Work to complete
Could you print out every entry, character for character?

--- START ---

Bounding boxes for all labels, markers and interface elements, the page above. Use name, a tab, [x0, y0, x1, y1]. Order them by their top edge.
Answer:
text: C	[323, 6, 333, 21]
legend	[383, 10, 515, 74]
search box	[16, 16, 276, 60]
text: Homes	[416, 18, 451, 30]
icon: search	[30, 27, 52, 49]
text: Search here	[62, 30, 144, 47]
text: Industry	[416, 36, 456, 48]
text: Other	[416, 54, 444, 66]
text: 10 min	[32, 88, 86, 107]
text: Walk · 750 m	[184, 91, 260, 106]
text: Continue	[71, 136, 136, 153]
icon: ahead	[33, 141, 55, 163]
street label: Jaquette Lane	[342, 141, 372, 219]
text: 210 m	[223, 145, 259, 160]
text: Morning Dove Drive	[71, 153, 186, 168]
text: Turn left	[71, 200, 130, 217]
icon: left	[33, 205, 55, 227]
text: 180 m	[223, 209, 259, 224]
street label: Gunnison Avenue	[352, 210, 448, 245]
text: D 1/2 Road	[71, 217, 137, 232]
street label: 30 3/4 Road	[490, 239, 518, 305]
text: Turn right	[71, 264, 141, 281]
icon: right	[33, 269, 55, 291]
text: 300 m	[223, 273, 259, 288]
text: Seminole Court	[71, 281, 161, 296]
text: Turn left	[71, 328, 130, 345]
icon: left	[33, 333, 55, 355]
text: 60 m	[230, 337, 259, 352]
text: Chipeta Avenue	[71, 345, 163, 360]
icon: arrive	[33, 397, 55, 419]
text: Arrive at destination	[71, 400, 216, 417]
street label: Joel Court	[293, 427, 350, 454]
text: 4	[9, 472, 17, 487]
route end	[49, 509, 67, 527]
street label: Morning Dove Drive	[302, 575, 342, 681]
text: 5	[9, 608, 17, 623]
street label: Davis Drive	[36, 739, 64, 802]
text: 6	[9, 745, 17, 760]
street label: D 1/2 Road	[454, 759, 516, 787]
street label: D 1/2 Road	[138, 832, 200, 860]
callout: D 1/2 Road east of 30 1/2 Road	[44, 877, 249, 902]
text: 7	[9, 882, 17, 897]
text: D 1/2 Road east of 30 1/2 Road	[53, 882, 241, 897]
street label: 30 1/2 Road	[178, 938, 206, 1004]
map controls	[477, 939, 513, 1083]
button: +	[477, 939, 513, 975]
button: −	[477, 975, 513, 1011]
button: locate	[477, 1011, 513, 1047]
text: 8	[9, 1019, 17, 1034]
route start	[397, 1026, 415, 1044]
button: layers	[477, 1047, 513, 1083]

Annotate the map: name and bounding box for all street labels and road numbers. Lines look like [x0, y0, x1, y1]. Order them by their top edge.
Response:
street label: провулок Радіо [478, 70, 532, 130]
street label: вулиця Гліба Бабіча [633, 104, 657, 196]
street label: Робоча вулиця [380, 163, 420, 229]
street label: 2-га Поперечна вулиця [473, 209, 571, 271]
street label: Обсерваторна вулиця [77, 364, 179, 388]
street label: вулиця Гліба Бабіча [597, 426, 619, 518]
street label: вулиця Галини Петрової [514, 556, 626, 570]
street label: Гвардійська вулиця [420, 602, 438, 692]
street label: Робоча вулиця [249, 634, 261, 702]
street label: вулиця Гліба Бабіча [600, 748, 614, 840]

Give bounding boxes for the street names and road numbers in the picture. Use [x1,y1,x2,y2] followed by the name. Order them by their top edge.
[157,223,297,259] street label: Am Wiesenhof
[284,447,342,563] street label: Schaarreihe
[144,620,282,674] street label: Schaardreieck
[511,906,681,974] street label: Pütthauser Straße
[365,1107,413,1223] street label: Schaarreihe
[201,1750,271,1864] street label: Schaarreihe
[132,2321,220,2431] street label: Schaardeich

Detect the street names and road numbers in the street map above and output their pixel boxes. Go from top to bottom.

--- END ---

Response box
Bounding boxes for all labels, markers and interface elements, the page above. Use name, a tab, [x0, y0, x1, y1]. Order them by their top edge.
Answer:
text: C	[323, 6, 333, 21]
legend	[383, 10, 515, 74]
search box	[16, 16, 276, 60]
text: Homes	[416, 18, 451, 30]
icon: search	[30, 27, 52, 49]
text: Search here	[62, 30, 144, 47]
text: Industry	[416, 36, 456, 48]
text: Other	[416, 54, 444, 66]
text: 10 min	[32, 88, 86, 107]
text: Walk · 750 m	[184, 91, 260, 106]
text: Continue	[71, 136, 136, 153]
icon: ahead	[33, 141, 55, 163]
street label: Jaquette Lane	[342, 141, 372, 219]
text: 210 m	[223, 145, 259, 160]
text: Morning Dove Drive	[71, 153, 186, 168]
text: Turn left	[71, 200, 130, 217]
icon: left	[33, 205, 55, 227]
text: 180 m	[223, 209, 259, 224]
street label: Gunnison Avenue	[352, 210, 448, 245]
text: D 1/2 Road	[71, 217, 137, 232]
street label: 30 3/4 Road	[490, 239, 518, 305]
text: Turn right	[71, 264, 141, 281]
icon: right	[33, 269, 55, 291]
text: 300 m	[223, 273, 259, 288]
text: Seminole Court	[71, 281, 161, 296]
text: Turn left	[71, 328, 130, 345]
icon: left	[33, 333, 55, 355]
text: 60 m	[230, 337, 259, 352]
text: Chipeta Avenue	[71, 345, 163, 360]
icon: arrive	[33, 397, 55, 419]
text: Arrive at destination	[71, 400, 216, 417]
street label: Joel Court	[293, 427, 350, 454]
text: 4	[9, 472, 17, 487]
route end	[49, 509, 67, 527]
street label: Morning Dove Drive	[302, 575, 342, 681]
text: 5	[9, 608, 17, 623]
street label: Davis Drive	[36, 739, 64, 802]
text: 6	[9, 745, 17, 760]
street label: D 1/2 Road	[454, 759, 516, 787]
street label: D 1/2 Road	[138, 832, 200, 860]
callout: D 1/2 Road east of 30 1/2 Road	[44, 877, 249, 902]
text: 7	[9, 882, 17, 897]
text: D 1/2 Road east of 30 1/2 Road	[53, 882, 241, 897]
street label: 30 1/2 Road	[178, 938, 206, 1004]
map controls	[477, 939, 513, 1083]
button: +	[477, 939, 513, 975]
button: −	[477, 975, 513, 1011]
button: locate	[477, 1011, 513, 1047]
text: 8	[9, 1019, 17, 1034]
route start	[397, 1026, 415, 1044]
button: layers	[477, 1047, 513, 1083]

Annotate the map: name and bounding box for all street labels and road numbers. Lines look like [x0, y0, x1, y1]. Order them by their top edge.
Response:
street label: провулок Радіо [478, 70, 532, 130]
street label: вулиця Гліба Бабіча [633, 104, 657, 196]
street label: Робоча вулиця [380, 163, 420, 229]
street label: 2-га Поперечна вулиця [473, 209, 571, 271]
street label: Обсерваторна вулиця [77, 364, 179, 388]
street label: вулиця Гліба Бабіча [597, 426, 619, 518]
street label: вулиця Галини Петрової [514, 556, 626, 570]
street label: Гвардійська вулиця [420, 602, 438, 692]
street label: Робоча вулиця [249, 634, 261, 702]
street label: вулиця Гліба Бабіча [600, 748, 614, 840]

Give bounding boxes for the street names and road numbers in the picture. Use [x1,y1,x2,y2] followed by the name. Order them by their top edge.
[157,223,297,259] street label: Am Wiesenhof
[284,447,342,563] street label: Schaarreihe
[144,620,282,674] street label: Schaardreieck
[511,906,681,974] street label: Pütthauser Straße
[365,1107,413,1223] street label: Schaarreihe
[201,1750,271,1864] street label: Schaarreihe
[132,2321,220,2431] street label: Schaardeich

Detect the street names and road numbers in the street map above and output their pixel boxes. Go from top to bottom.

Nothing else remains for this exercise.